Chair of MA/MFA in Transdisciplinary New Media, Frédérique Krupapresented part of her doctoral research on gender, design and technology in video games for girls at the Sorbonne’s Numerique et Société 2015 conference on November 20, 2015.
Her interdisciplinary research focuses on resilience to stereotype threat*of women who work in male-dominated creative and technological fields like video game production through the prism of personality types and sex role orientation. Her results indicate that negative stereotypes of women and technology result in a homogeneity of personality types amongst these ‘technical’ women, who exhibit strong resistance to rules and norms.

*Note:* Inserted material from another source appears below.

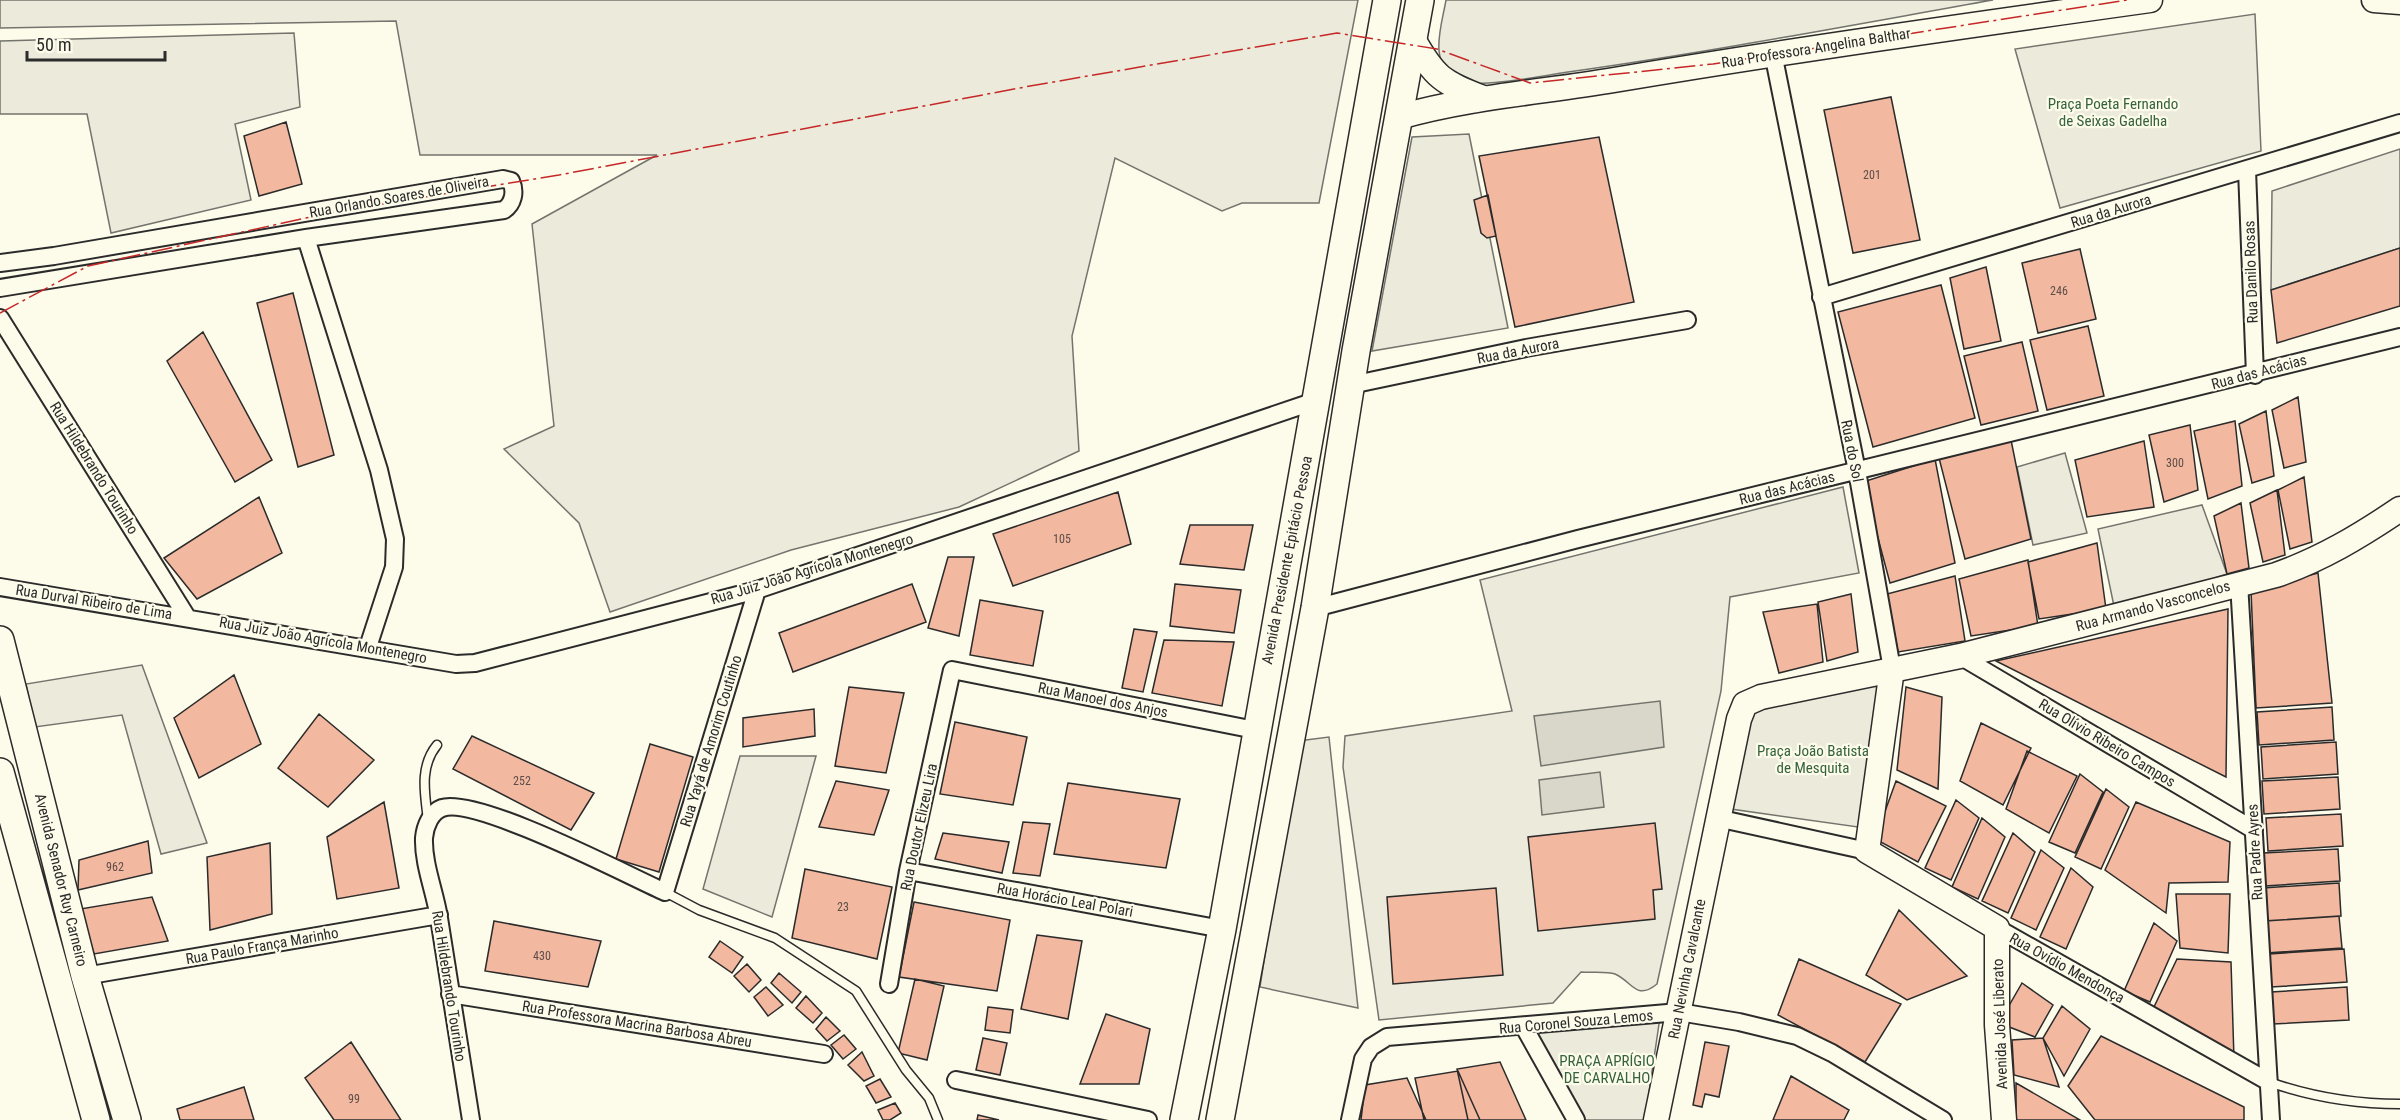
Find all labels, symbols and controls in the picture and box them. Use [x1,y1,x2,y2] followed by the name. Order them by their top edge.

Nearly half her sample were from two personality types that represent less than 4% of female high schoolers. Her thesis indicates the need to address negative gender stereotypes if we want to bring more women to the I.T. field. Krupa finds that video games for girls reinforce appearance/care-taking gender stereotypes and inadvertently reinforce the notion of women as the “other” in a masculine discipline. This construct leads to an illusion of a sex-based biological cause making women less apt for technological disciplines when, in fact, social conditioning is the culprit. The result being that for women who have less skepticism regarding norms and stereotypes technological disciplines become inconceivable. Gendered video games are an ineffectual vector for bringing more women into the role of technology producers and do little more than create female technology consumers.
*Stereotype threat is a sociological phenomenon whereby a member of a group fears that their personal performance will be seen as a confirmation of the the group’s negative stereotype, and this interference reduces their performance.